In questi anni, la ragazza in carcere si era diplomata come perito geometra, e poi si era laureata con il massimo dei voti in Lettere e Filosofia. Un modo per rifarsi una vita. Quella che aveva tolto nel modo più spietato possibile alla mamma e a suo fratello. In questo periodo trascorso dietro le sbarre una delle persone più vicine a lei è stato Don Mazzi.

Il sacerdote una volta disse: “In futuro vorrebbe lavorare, sposarsi, avere figli. Ma non è ancora pronta per relazioni profonde. Ha momenti di serenità e di disagio, inquietudini, nervosismi. Sa di essere una bella ragazza. Ha una personalità forte. Ma no, non ha mai disubbidito”. Agli occhi del padre sembrano parole giuste. In quelli di altre persone, questi pensieri sembrano retorica e banalità: il sangue di innocenti non si può lavare con un titolo di studio.

Lo stesso Don Mazzi, che ieri ha compiuto 90 anni, intervistato da Oggi ha svelato nuovi particolari sulla vita di Erika:Si è sposata, ha maturato la giusta consapevolezza sulla tragedia, quella che permette di continuare a vivere. Il padre è stato molto importante in questo percorso”. Il sostegno del padre ha giocato un ruolo fondamentale nella vita dell’assassina, oggi 35enne.

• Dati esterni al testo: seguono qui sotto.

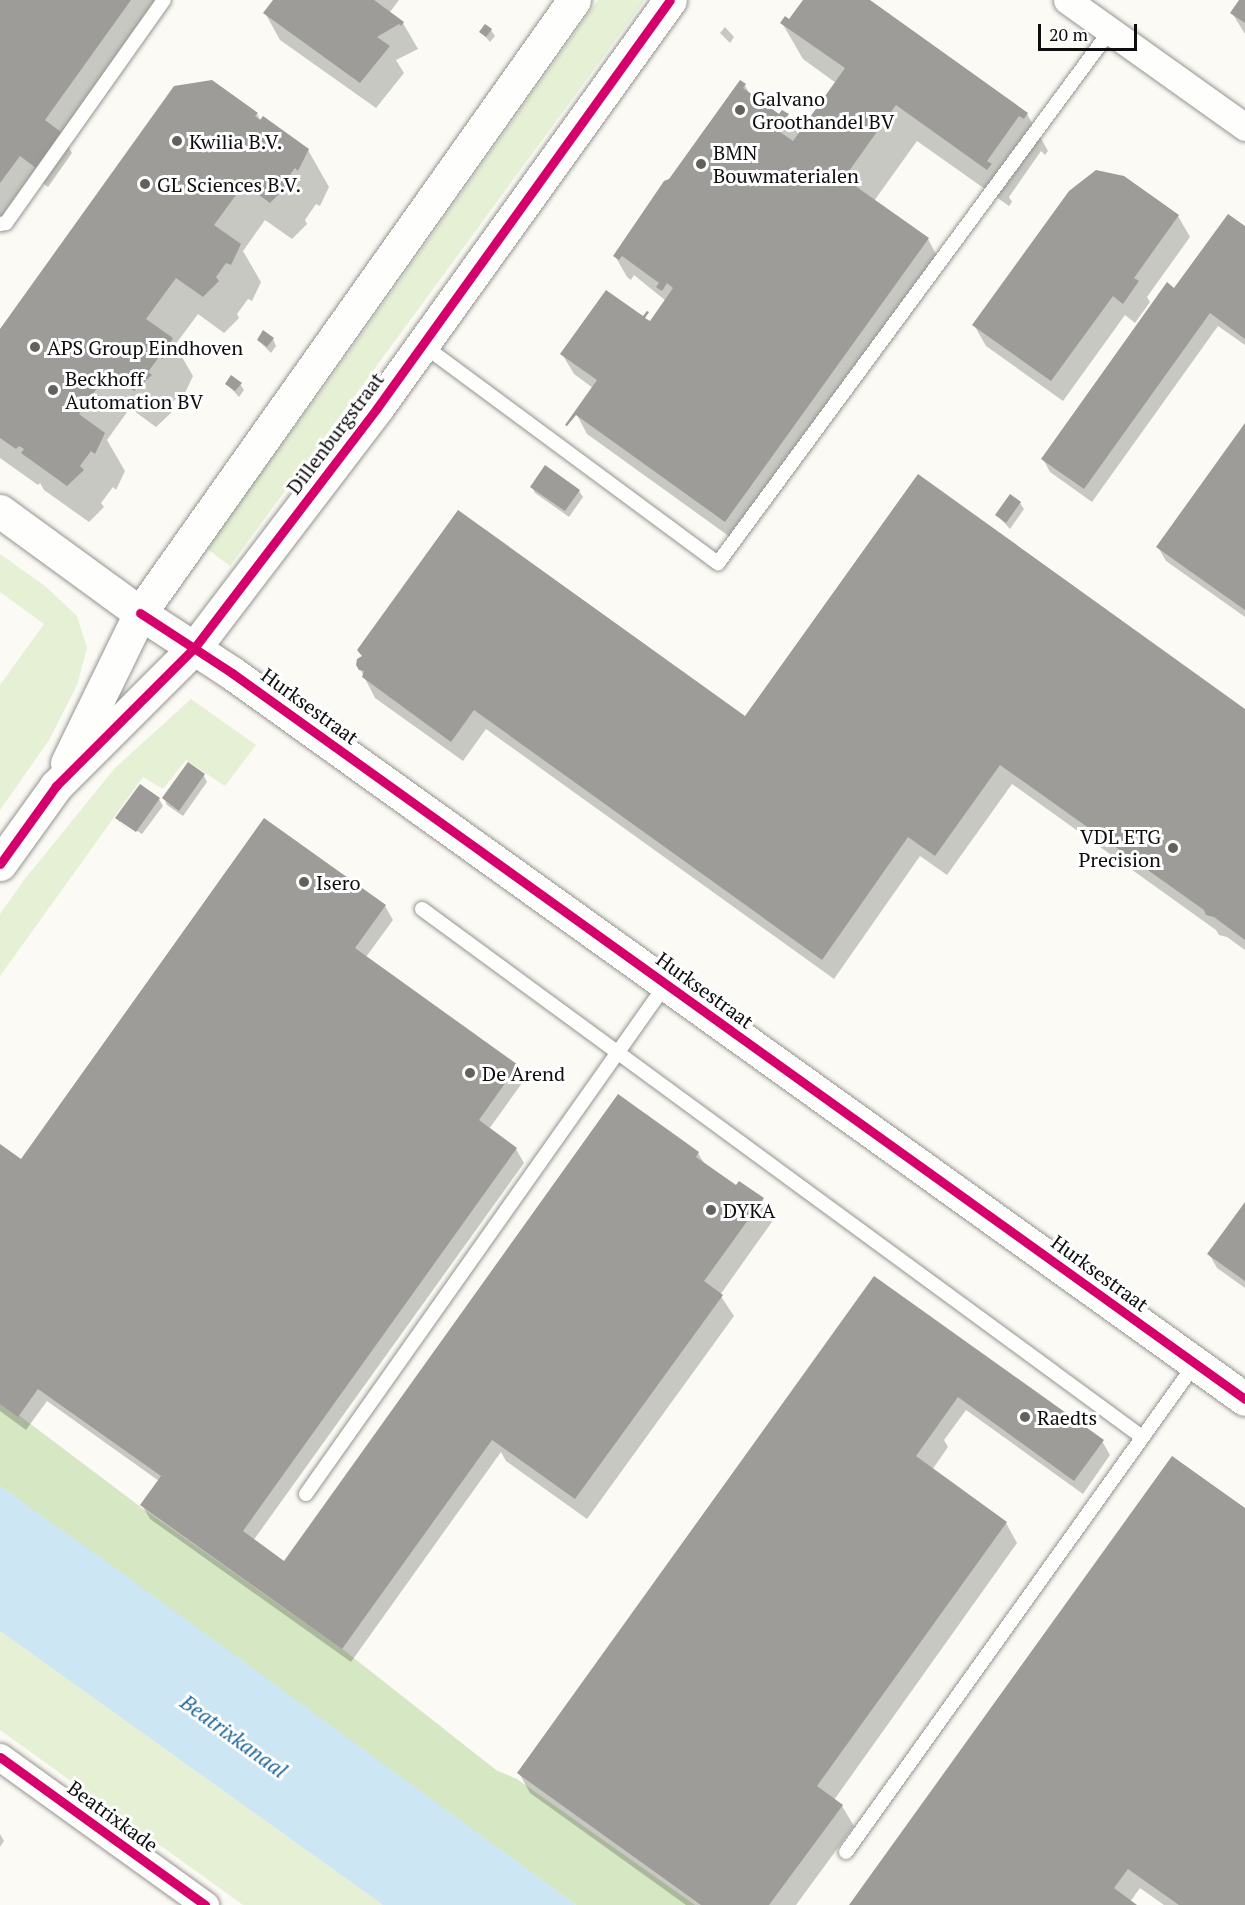 <!DOCTYPE html>
<style>
body{margin:0}
#map{position:relative;width:1245px;height:1905px;overflow:hidden;background:#fbfaf4;font-family:"PT Serif",serif}
div>[style]{position:absolute}
[style*='--x']{left:calc(var(--x)*1px);top:calc(var(--y)*1px);width:calc(var(--w)*1px);rotate:calc(var(--a)*1deg)}
.green>*{inset:0;background:#e5f0d5}
.forest>*{inset:0;background:#d6e7c4}
.water>*{inset:0;background:#cce6f3}
.shadow>*{inset:0;background:#0003}
.building>*{inset:0;background:#9e9c99}
.roads{filter:drop-shadow(0 0 2px #959492) drop-shadow(0 0 2px #959492)}
.service>*{height:14px;margin:-7px;padding:0 7px;transform-origin:7px;border-radius:7px;background:#fefefd}
.minor>*{height:27px;margin:-13.5px;padding:0 13.5px;transform-origin:13.5px;border-radius:13.5px;background:#fefefd}
.tertiary>*{height:33px;margin:-16.5px;padding:0 16.5px;transform-origin:16.5px;border-radius:16.5px;background:#fefefd}
.cycleway>*{height:9px;margin:-4.5px;padding:0 4.5px;transform-origin:4.5px;border-radius:4.5px;background:#d6006c}
.dots>*{width:16px;height:16px;translate:-50% -50%;box-sizing:border-box;border:3px solid #fff;border-radius:50%}
span{translate:-50% -50%;white-space:nowrap;text-align:center;line-height:1.15;-webkit-text-stroke:6px #fff;paint-order:stroke}
.poi-label{font-size:20px;color:#0e0e0e}
.left{translate:0 -50%;text-align:left}
.right{translate:-100% -50%;text-align:right}
.street-label{font-size:20px;color:#0e0e0e}
.water-label{font-size:21px;color:#1e6799;font-style:italic}
.scale{position:absolute;left:1038px;top:24px;width:99px;height:27px;box-sizing:border-box;border:3px solid #0e0e0e;border-top:0;padding-left:8px;font-size:18px;line-height:21px;white-space:nowrap;color:#0e0e0e;-webkit-text-stroke:4px #fff;paint-order:stroke}
</style>
<div id="map">
<div class="green">
<div style="clip-path:polygon(598px 0,645px 0,230px 566px,206px 548px,335px 372px)"></div>
<div style="clip-path:polygon(0 554px,45px 586px,77px 616px,87px 648px,77px 685px,49px 740px,0 810px,0 685px,44px 624px,0 592px)"></div>
<div style="clip-path:polygon(191px 699px,256px 745px,225px 786px,186px 760px,163px 789px,143px 777px,0 976px,0 914px,24px 880px,115px 768px)"></div>
<div style="clip-path:polygon(0 1631px,383px 1905px,243px 1905px,0 1730px)"></div>
</div>
<div class="forest">
<div style="clip-path:polygon(0 1401px,142px 1508px,345px 1651px,496px 1770px,517px 1779px,695px 1905px,576px 1905px,0 1486px)"></div>
</div>
<div class="water">
<div style="clip-path:polygon(0 1486px,132px 1580px,576px 1905px,383px 1905px,0 1631px)"></div>
</div>
<div class="shadow">
<div style="clip-path:polygon(0 0,157px 0,61px 134px,72px 153px,48px 187px,32px 175px,0 219px)"></div>
<div style="clip-path:polygon(275px 0,399px 0,390px 12px,403px 23px,418px 49px,396px 60px,404px 73px,376px 108px,280px 40px,265px 13px)"></div>
<div style="clip-path:polygon(805px 0,868px 0,1027px 114px,1048px 151px,1045px 155px,1041px 151px,1009px 197px,1012px 202px,1009px 206px,917px 141px,874px 201px,928px 239px,939px 260px,737px 542px,587px 434px,576px 413px,593px 388px,574px 374px,562px 354px,650px 323px,666px 301px,634px 275px,631px 280px,627px 277px,615px 256px,670px 180px,745px 85px,750px 95px,780px 116px,787px 115px,799px 135px,836px 83px,803px 59px,782px 23px,789px 21px)"></div>
<div style="clip-path:polygon(1241px 0,1245px 0,1245px 34px,1232px 13px)"></div>
<div style="clip-path:polygon(725px 27px,734px 37px,730px 43px,720px 33px)"></div>
<div style="clip-path:polygon(491px 30px,495px 36px,490px 42px,481px 32px)"></div>
<div style="clip-path:polygon(257px 114px,261px 121px,308px 150px,329px 187px,320px 206px,316px 204px,305px 220px,307px 224px,292px 239px,265px 220px,243px 251px,261px 282px,252px 301px,248px 299px,237px 314px,239px 318px,224px 333px,198px 314px,175px 345px,193px 376px,184px 395px,180px 393px,169px 408px,172px 412px,156px 427px,130px 408px,107px 440px,125px 471px,116px 490px,113px 487px,101px 503px,104px 507px,89px 522px,44px 490px,40px 483px,38px 485px,0 458px,0 331px)"></div>
<div style="clip-path:polygon(1124px 178px,1178px 216px,1190px 237px,1147px 297px,1150px 302px,1135px 323px,1125px 315px,1063px 401px,986px 346px,974px 325px)"></div>
<div style="clip-path:polygon(1245px 227px,1245px 345px,1218px 326px,1092px 502px,1050px 472px,1043px 459px,1175px 290px)"></div>
<div style="clip-path:polygon(273px 339px,276px 346px,271px 353px,258px 340px)"></div>
<div style="clip-path:polygon(227px 384px,240px 384px,244px 390px,239px 397px)"></div>
<div style="clip-path:polygon(1245px 426px,1245px 617px,1166px 561px,1158px 547px)"></div>
<div style="clip-path:polygon(532px 487px,579px 491px,583px 497px,569px 517px,535px 493px)"></div>
<div style="clip-path:polygon(1020px 503px,1024px 509px,1010px 529px,997px 515px)"></div>
<div style="clip-path:polygon(357px 663px,745px 719px,1245px 711px,1245px 950px,1227px 937px,1219px 935px,1216px 930px,1012px 784px,947px 875px,920px 856px,834px 979px,486px 729px,463px 761px,375px 698px)"></div>
<div style="clip-path:polygon(204px 776px,207px 782px,183px 816px,167px 805px,164px 798px)"></div>
<div style="clip-path:polygon(159px 799px,163px 806px,142px 834px,120px 820px,120px 823px,140px 837px,121px 824px,117px 818px)"></div>
<div style="clip-path:polygon(385px 906px,393px 920px,366px 957px,517px 1066px,525px 1079px,489px 1129px,516px 1149px,524px 1163px,253px 1541px,284px 1563px,619px 1096px,698px 1153px,705px 1165px,736px 1187px,762px 1199px,774px 1219px,720px 1295px,734px 1316px,587px 1519px,506px 1461px,501px 1452px,351px 1662px,150px 1519px,142px 1505px,159px 1481px,47px 1401px,26px 1430px,0 1411px,0 1146px,21px 1161px)"></div>
<div style="clip-path:polygon(1245px 1204px,1245px 1288px,1217px 1268px,1209px 1254px)"></div>
<div style="clip-path:polygon(874px 1278px,1102px 1441px,1110px 1455px,1083px 1494px,966px 1410px,944px 1440px,948px 1447px,932px 1470px,1006px 1523px,1017px 1543px,834px 1800px,842px 1806px,854px 1826px,796px 1905px,686px 1905px,530px 1793px,519px 1773px)"></div>
<div style="clip-path:polygon(1245px 1510px,1245px 1905px,1164px 1905px,1140px 1888px,1130px 1902px,1135px 1905px,851px 1905px)"></div>
<div style="clip-path:polygon(0 1834px,4px 1841px,0 1847px)"></div>
</div>
<div class="building">
<div style="clip-path:polygon(0 0,131px 0,45px 120px,61px 132px,36px 168px,20px 156px,0 183px)"></div>
<div style="clip-path:polygon(273px 0,374px 0,404px 22px,401px 26px,399px 24px,377px 37px,390px 46px,360px 83px,263px 13px)"></div>
<div style="clip-path:polygon(803px 0,870px 0,1028px 113px,1024px 119px,1019px 116px,987px 161px,992px 164px,987px 170px,896px 105px,844px 178px,929px 238px,725px 522px,576px 415px,567px 426px,565px 425px,597px 380px,560px 354px,606px 290px,643px 316px,647px 311px,649px 312px,645px 318px,650px 321px,673px 288px,667px 283px,662px 291px,656px 287px,659px 283px,622px 256px,619px 260px,613px 256px,664px 181px,669px 179px,740px 80px,746px 84px,743px 88px,779px 114px,782px 110px,789px 114px,777px 130px,793px 141px,845px 68px,780px 23px,785px 16px,789px 19px)"></div>
<div style="clip-path:polygon(1239px 0,1245px 0,1245px 23px,1230px 13px)"></div>
<div style="clip-path:polygon(485px 24px,492px 29px,486px 37px,479px 32px)"></div>
<div style="clip-path:polygon(212px 80px,258px 113px,255px 116px,260px 120px,263px 116px,309px 149px,298px 171px,295px 168px,284px 183px,287px 186px,270px 203px,244px 184px,214px 225px,241px 244px,231px 265px,226px 263px,216px 277px,219px 281px,203px 297px,176px 278px,146px 319px,173px 338px,163px 359px,159px 357px,148px 372px,152px 375px,134px 391px,108px 372px,79px 414px,105px 433px,95px 454px,91px 451px,80px 466px,84px 470px,67px 486px,21px 453px,24px 449px,19px 446px,16px 449px,0 438px,0 329px,174px 86px)"></div>
<div style="clip-path:polygon(1096px 170px,1124px 176px,1179px 215px,1134px 278px,1139px 281px,1123px 304px,1113px 296px,1051px 381px,972px 325px,1069px 191px)"></div>
<div style="clip-path:polygon(1228px 214px,1245px 226px,1245px 339px,1210px 313px,1084px 489px,1041px 459px,1167px 282px,1174px 288px)"></div>
<div style="clip-path:polygon(263px 330px,274px 338px,267px 347px,257px 340px)"></div>
<div style="clip-path:polygon(231px 375px,242px 383px,235px 391px,225px 384px)"></div>
<div style="clip-path:polygon(1245px 423px,1245px 610px,1156px 547px)"></div>
<div style="clip-path:polygon(545px 465px,580px 490px,565px 511px,530px 487px)"></div>
<div style="clip-path:polygon(918px 474px,1245px 709px,1245px 940px,1214px 917px,1206px 915px,1204px 910px,1000px 765px,935px 856px,908px 837px,822px 960px,474px 710px,451px 742px,362px 677px,364px 671px,359px 670px,356px 665px,357px 659px,362px 656px,357px 650px,458px 510px,745px 716px)"></div>
<div style="clip-path:polygon(1010px 494px,1021px 502px,1006px 523px,995px 515px)"></div>
<div style="clip-path:polygon(188px 762px,205px 774px,179px 811px,162px 798px)"></div>
<div style="clip-path:polygon(140px 784px,160px 798px,136px 832px,115px 818px)"></div>
<div style="clip-path:polygon(264px 818px,386px 905px,355px 948px,518px 1065px,479px 1120px,517px 1148px,243px 1531px,284px 1561px,618px 1094px,699px 1152px,696px 1157px,736px 1185px,739px 1181px,764px 1198px,704px 1281px,723px 1295px,575px 1499px,492px 1440px,342px 1649px,140px 1505px,161px 1476px,38px 1389px,18px 1417px,0 1404px,0 1144px,21px 1159px)"></div>
<div style="clip-path:polygon(1245px 1202px,1245px 1281px,1207px 1254px)"></div>
<div style="clip-path:polygon(874px 1276px,1104px 1440px,1074px 1481px,958px 1397px,916px 1456px,1007px 1522px,817px 1786px,843px 1805px,769px 1905px,701px 1905px,517px 1773px)"></div>
<div style="clip-path:polygon(1172px 1456px,1245px 1508px,1245px 1905px,1179px 1905px,1128px 1869px,1114px 1888px,1137px 1905px,849px 1905px)"></div>
</div>
<div class="roads">
<div class="service">
<div style="--x:0;--y:224;--w:6;--a:-9"></div>
<div style="--x:6;--y:223;--w:273;--a:-54.7"></div>
<div style="--x:423;--y:345;--w:367;--a:36.5"></div>
<div style="--x:718;--y:563;--w:661;--a:-53.62"></div>
<div style="--x:422;--y:909;--w:893;--a:36.25"></div>
<div style="--x:306;--y:1494;--w:624;--a:-54.78"></div>
<div style="--x:846;--y:1852;--w:600;--a:-54.43"></div>
</div>
<div class="minor">
<div style="--x:1067;--y:0;--w:219;--a:35.5"></div>
<div style="--x:0;--y:1757;--w:253;--a:35.8"></div>
</div>
<div class="tertiary">
<div style="--x:0;--y:511;--w:173;--a:36.1"></div>
<div style="--x:140;--y:613;--w:110;--a:33.1"></div>
<div style="--x:232;--y:673;--w:1246;--a:35.63"></div>
<div style="--x:67;--y:763;--w:167;--a:-64"></div>
<div style="--x:140;--y:613;--w:751;--a:-54.7"></div>
<div style="--x:0;--y:864;--w:96;--a:-54.3"></div>
<div style="--x:56;--y:786;--w:197;--a:-45"></div>
<div style="--x:195;--y:647;--w:300;--a:-52.7"></div>
<div style="--x:377;--y:408;--w:502;--a:-54.32"></div>
</div>
</div>
<div class="cycleway">
<div style="--x:140;--y:613;--w:110;--a:33.1"></div>
<div style="--x:232;--y:673;--w:1246;--a:35.63"></div>
<div style="--x:0;--y:864;--w:96;--a:-54.3"></div>
<div style="--x:56;--y:786;--w:197;--a:-45"></div>
<div style="--x:195;--y:647;--w:300;--a:-52.7"></div>
<div style="--x:377;--y:408;--w:502;--a:-54.32"></div>
<div style="--x:0;--y:1757;--w:253;--a:35.8"></div>
</div>
<div class="dots">
<div style="left:740px;top:110px;background:#61615e"></div>
<div style="left:177px;top:141px;background:#61615e"></div>
<div style="left:701px;top:164px;background:#61615e"></div>
<div style="left:145px;top:184px;background:#61615e"></div>
<div style="left:35px;top:347px;background:#61615e"></div>
<div style="left:53px;top:390px;background:#61615e"></div>
<div style="left:1173px;top:848px;background:#61615e"></div>
<div style="left:304px;top:882px;background:#61615e"></div>
<div style="left:470px;top:1073px;background:#61615e"></div>
<div style="left:711px;top:1210px;background:#61615e"></div>
<div style="left:1025px;top:1417px;background:#61615e"></div>
</div>
<div class="poi-label">
<span class="left" style="left:752px;top:110px">Galvano<br>Groothandel BV</span>
<span class="left" style="left:189px;top:141px">Kwilia B.V.</span>
<span class="left" style="left:713px;top:164px">BMN<br>Bouwmaterialen</span>
<span class="left" style="left:157px;top:184px">GL Sciences B.V.</span>
<span class="left" style="left:47px;top:347px">APS Group Eindhoven</span>
<span class="left" style="left:65px;top:390px">Beckhoff<br>Automation BV</span>
<span class="right" style="left:1161px;top:848px">VDL ETG<br>Precision</span>
<span class="left" style="left:316px;top:882px">Isero</span>
<span class="left" style="left:482px;top:1073px">De Arend</span>
<span class="left" style="left:723px;top:1210px">DYKA</span>
<span class="left" style="left:1037px;top:1417px">Raedts</span>
</div>
<div class="street-label">
<span style="left:335px;top:433px;rotate:-53deg">Dillenburgstraat</span>
<span style="left:310px;top:706px;rotate:36deg">Hurksestraat</span>
<span style="left:705px;top:990px;rotate:36deg">Hurksestraat</span>
<span style="left:1100px;top:1273px;rotate:36deg">Hurksestraat</span>
<span style="left:113px;top:1816px;rotate:36deg">Beatrixkade</span>
</div>
<div class="water-label">
<span style="left:234px;top:1736px;rotate:36deg">Beatrixkanaal</span>
</div>
<div class="scale">20 m</div>
</div>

Un genitore che non ha mai rinnegato l’amore per quella figlia che ha compiuto un massacro. Da capire. Così come è da capire la diffidenza della altre persone di Novi Ligure, e forse non solo, che non potranno mai dimenticare quanto Erika ha compiuto in quella fredda sera di febbraio del 2001 nella villetta dove abitava.

Anche questo è umanamente da comporndere.